Calculating income taxes from survey data

For the first example we will use an internal data set called taxpayer_finances. The data is randomly generated and formatted for use with usincometaxes. Guidance on formatting data can be found in the Description of Input Columns article.

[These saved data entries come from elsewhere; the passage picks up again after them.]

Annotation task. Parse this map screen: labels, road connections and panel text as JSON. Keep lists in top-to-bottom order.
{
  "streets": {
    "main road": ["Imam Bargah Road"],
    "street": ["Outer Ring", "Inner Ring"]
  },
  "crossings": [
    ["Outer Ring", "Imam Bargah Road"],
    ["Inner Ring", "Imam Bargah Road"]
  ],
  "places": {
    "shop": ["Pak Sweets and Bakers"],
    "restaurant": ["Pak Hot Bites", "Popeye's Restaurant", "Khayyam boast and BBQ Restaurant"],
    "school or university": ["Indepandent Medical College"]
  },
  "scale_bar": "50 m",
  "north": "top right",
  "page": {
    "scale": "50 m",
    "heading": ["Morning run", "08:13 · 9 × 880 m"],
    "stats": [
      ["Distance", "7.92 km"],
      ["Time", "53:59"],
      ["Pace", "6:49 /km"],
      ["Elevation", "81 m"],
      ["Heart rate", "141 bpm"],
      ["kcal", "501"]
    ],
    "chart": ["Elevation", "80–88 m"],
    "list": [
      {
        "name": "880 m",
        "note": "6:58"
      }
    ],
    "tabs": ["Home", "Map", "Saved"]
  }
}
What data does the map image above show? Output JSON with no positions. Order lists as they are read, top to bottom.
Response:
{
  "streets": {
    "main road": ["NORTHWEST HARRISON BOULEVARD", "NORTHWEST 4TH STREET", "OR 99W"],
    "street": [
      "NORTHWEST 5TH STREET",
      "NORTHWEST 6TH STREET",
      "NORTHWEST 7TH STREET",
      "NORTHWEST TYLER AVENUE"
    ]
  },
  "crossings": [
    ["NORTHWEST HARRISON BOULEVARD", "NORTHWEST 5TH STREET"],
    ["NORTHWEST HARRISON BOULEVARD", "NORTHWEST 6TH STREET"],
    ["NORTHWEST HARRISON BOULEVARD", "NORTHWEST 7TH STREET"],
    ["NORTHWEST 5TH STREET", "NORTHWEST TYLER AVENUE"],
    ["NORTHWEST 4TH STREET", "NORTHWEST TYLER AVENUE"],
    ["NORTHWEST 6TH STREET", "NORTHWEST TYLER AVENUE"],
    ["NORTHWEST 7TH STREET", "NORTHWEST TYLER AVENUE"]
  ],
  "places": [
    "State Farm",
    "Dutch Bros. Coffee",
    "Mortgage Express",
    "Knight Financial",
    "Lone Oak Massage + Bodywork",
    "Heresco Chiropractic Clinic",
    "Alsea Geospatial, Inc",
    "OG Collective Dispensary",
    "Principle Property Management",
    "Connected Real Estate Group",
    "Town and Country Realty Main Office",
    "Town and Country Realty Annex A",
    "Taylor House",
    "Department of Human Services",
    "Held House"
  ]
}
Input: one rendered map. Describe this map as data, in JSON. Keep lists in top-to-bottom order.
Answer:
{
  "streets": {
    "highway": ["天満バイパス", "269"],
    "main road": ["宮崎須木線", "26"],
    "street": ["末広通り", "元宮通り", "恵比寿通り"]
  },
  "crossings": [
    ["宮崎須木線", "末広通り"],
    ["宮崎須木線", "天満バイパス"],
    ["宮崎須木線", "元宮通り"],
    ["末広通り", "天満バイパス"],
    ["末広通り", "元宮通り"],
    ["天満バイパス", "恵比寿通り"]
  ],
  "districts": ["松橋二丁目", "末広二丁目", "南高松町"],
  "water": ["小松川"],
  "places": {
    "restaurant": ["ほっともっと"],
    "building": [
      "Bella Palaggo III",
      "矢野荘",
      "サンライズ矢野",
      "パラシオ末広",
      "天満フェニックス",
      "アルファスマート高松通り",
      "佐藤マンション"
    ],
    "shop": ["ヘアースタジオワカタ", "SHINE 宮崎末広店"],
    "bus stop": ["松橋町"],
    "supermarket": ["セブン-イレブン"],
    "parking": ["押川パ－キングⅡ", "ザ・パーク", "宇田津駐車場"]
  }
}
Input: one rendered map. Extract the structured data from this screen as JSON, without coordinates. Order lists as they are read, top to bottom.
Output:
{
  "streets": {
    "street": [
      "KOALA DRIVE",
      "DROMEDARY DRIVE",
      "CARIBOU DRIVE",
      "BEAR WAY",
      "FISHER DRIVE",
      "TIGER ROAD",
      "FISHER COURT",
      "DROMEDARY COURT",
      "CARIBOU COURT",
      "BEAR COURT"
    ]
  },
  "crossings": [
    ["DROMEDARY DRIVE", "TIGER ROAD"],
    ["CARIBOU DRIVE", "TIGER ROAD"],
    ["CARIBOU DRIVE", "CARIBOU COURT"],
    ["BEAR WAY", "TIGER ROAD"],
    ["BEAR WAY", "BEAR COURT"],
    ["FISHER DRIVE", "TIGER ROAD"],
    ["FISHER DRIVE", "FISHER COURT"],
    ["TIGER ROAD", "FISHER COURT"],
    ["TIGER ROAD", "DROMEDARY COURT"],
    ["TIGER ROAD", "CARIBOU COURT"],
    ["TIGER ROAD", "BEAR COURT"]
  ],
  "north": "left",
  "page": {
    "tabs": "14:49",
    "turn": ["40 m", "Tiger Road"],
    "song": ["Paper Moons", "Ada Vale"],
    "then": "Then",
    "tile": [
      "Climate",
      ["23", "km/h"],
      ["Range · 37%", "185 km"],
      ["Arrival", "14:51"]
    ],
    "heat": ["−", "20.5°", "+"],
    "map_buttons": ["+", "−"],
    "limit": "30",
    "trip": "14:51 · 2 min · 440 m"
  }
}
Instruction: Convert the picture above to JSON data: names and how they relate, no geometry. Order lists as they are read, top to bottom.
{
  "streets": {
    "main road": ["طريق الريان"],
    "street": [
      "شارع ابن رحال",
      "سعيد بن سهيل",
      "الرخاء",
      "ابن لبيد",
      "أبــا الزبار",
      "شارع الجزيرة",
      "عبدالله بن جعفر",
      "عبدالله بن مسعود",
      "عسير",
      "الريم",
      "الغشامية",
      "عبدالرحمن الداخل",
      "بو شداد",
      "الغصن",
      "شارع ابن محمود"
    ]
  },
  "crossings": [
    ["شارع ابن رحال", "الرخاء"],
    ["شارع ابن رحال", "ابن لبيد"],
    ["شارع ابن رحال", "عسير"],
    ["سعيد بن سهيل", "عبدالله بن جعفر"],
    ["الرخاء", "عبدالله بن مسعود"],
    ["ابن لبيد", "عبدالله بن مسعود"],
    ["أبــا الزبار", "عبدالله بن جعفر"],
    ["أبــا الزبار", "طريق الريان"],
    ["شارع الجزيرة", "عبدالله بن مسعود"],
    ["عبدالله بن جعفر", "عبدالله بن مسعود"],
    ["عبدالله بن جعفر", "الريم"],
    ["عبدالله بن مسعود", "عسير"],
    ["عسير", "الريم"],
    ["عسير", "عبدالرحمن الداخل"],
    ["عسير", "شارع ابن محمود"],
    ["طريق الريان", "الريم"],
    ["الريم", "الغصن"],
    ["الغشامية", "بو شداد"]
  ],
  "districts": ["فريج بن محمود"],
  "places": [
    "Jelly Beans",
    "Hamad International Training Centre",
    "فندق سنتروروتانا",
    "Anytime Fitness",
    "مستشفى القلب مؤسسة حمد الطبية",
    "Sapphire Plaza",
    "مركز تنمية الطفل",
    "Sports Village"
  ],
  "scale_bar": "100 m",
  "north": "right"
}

The data set contains financial and other household characteristics that help estimate income taxes.

data(taxpayer_finances)

taxpayer_finances %>%
  head() %>%
  kable()
taxsimid year mstat state page sage depx age1 age2 age3 pwages swages dividends intrec stcg ltcg
1 2000 single NC 37 0 4 6 7 8 26361.75 0.00 2260.86 4340.19 2280.16 2060.29
2 2000 single NC 29 0 1 7 0 0 33966.34 0.00 1969.54 868.10 1064.50 2234.61
3 2000 married, jointly NC 36 30 1 13 0 0 174191.53 102286.98 1972.47 2048.31 1009.11 1226.34
4 2000 married, jointly NC 37 34 3 5 6 7 67604.57 53205.76 1173.95 881.67 3582.74 1405.74
5 2000 married, jointly NC 38 39 0 0 0 0 21176.78 21687.72 4614.91 1588.52 560.93 825.04
6 2000 single NC 36 0 1 2 0 0 53397.72 0.00 2067.41 1320.01 687.23 3548.07

Each row in the data set is a tax paying unit. Thus, each row files one tax return. Columns represent items reported on tax returns that impact taxes. Of course, the information in the data set does not represent everything people report on tax returns. For this reason, the income tax calculations are simply estimates.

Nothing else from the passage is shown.